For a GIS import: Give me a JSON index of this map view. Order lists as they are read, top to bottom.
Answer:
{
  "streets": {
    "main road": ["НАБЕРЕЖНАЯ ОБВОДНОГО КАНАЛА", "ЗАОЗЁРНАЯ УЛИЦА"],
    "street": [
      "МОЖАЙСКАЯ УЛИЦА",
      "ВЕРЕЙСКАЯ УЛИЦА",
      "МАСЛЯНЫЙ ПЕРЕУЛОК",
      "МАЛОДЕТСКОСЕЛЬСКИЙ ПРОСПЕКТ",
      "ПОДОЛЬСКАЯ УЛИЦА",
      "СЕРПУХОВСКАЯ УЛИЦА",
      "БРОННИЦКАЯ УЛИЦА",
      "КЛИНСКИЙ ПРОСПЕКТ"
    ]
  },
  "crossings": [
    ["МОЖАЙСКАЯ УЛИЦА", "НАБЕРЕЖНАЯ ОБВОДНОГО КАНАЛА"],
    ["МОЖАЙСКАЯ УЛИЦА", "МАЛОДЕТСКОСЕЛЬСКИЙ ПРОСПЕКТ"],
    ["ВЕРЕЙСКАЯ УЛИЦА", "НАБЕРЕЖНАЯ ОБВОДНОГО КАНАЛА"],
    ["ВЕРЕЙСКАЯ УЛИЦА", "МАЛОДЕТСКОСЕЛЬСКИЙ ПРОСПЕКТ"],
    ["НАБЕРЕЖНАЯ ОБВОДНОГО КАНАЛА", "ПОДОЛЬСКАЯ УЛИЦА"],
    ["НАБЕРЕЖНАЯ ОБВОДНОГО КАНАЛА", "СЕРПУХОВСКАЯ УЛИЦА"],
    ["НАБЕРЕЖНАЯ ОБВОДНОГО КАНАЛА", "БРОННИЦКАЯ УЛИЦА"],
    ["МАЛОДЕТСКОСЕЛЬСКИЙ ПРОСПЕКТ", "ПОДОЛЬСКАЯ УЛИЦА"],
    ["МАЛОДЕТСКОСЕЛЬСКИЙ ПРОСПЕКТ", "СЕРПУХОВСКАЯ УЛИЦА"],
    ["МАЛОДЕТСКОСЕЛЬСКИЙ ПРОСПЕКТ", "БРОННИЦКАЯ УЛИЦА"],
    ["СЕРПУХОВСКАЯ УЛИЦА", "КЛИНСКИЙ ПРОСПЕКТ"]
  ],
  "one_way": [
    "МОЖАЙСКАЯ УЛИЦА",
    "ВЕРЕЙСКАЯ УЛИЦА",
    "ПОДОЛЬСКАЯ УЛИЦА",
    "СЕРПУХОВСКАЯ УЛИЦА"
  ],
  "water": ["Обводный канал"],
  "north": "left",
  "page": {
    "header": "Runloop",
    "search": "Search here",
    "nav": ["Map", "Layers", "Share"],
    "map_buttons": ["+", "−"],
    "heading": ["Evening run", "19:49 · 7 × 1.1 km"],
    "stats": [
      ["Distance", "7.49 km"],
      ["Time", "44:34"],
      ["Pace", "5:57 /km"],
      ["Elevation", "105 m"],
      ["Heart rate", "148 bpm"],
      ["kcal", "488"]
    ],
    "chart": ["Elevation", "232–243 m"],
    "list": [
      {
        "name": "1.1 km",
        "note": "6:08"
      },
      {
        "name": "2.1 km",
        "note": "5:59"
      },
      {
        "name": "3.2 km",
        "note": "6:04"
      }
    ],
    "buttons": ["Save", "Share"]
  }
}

————————

### [Exercise details]
Wherever a line holds the word "ПОДОЛЬСКАЯ", copy that line out of the entries above.

### [Response to the exercise]
      "ПОДОЛЬСКАЯ УЛИЦА",
    ["НАБЕРЕЖНАЯ ОБВОДНОГО КАНАЛА", "ПОДОЛЬСКАЯ УЛИЦА"],
    ["МАЛОДЕТСКОСЕЛЬСКИЙ ПРОСПЕКТ", "ПОДОЛЬСКАЯ УЛИЦА"],
    "ПОДОЛЬСКАЯ УЛИЦА",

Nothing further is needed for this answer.